### WHAT THE TASK ASKS
Search the entries below for the word "Трудовая" and copy every line where it appears.

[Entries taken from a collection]

________________________________________

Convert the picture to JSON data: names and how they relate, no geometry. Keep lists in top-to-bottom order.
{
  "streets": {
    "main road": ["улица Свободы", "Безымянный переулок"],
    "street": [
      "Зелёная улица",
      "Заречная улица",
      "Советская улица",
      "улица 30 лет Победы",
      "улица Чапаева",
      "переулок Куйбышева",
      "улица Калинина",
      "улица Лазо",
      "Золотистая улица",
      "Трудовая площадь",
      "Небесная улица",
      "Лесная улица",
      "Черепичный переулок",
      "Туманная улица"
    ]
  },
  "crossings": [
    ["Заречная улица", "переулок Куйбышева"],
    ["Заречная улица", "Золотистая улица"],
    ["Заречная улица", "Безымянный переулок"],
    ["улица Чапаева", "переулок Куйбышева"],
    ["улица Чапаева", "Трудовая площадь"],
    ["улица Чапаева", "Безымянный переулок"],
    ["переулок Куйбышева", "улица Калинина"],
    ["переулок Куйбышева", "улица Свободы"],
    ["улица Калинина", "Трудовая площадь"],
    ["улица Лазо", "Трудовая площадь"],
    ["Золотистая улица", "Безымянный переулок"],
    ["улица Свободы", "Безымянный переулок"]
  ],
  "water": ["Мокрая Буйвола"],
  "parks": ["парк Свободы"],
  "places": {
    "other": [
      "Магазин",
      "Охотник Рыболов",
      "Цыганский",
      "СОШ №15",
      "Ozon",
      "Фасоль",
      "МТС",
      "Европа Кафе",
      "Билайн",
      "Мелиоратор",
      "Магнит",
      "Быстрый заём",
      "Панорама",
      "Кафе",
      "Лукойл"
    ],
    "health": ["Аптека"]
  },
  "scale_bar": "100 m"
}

________________________________________

### THE COMPLETED TASK
      "Трудовая площадь",
    ["улица Чапаева", "Трудовая площадь"],
    ["улица Калинина", "Трудовая площадь"],
    ["улица Лазо", "Трудовая площадь"],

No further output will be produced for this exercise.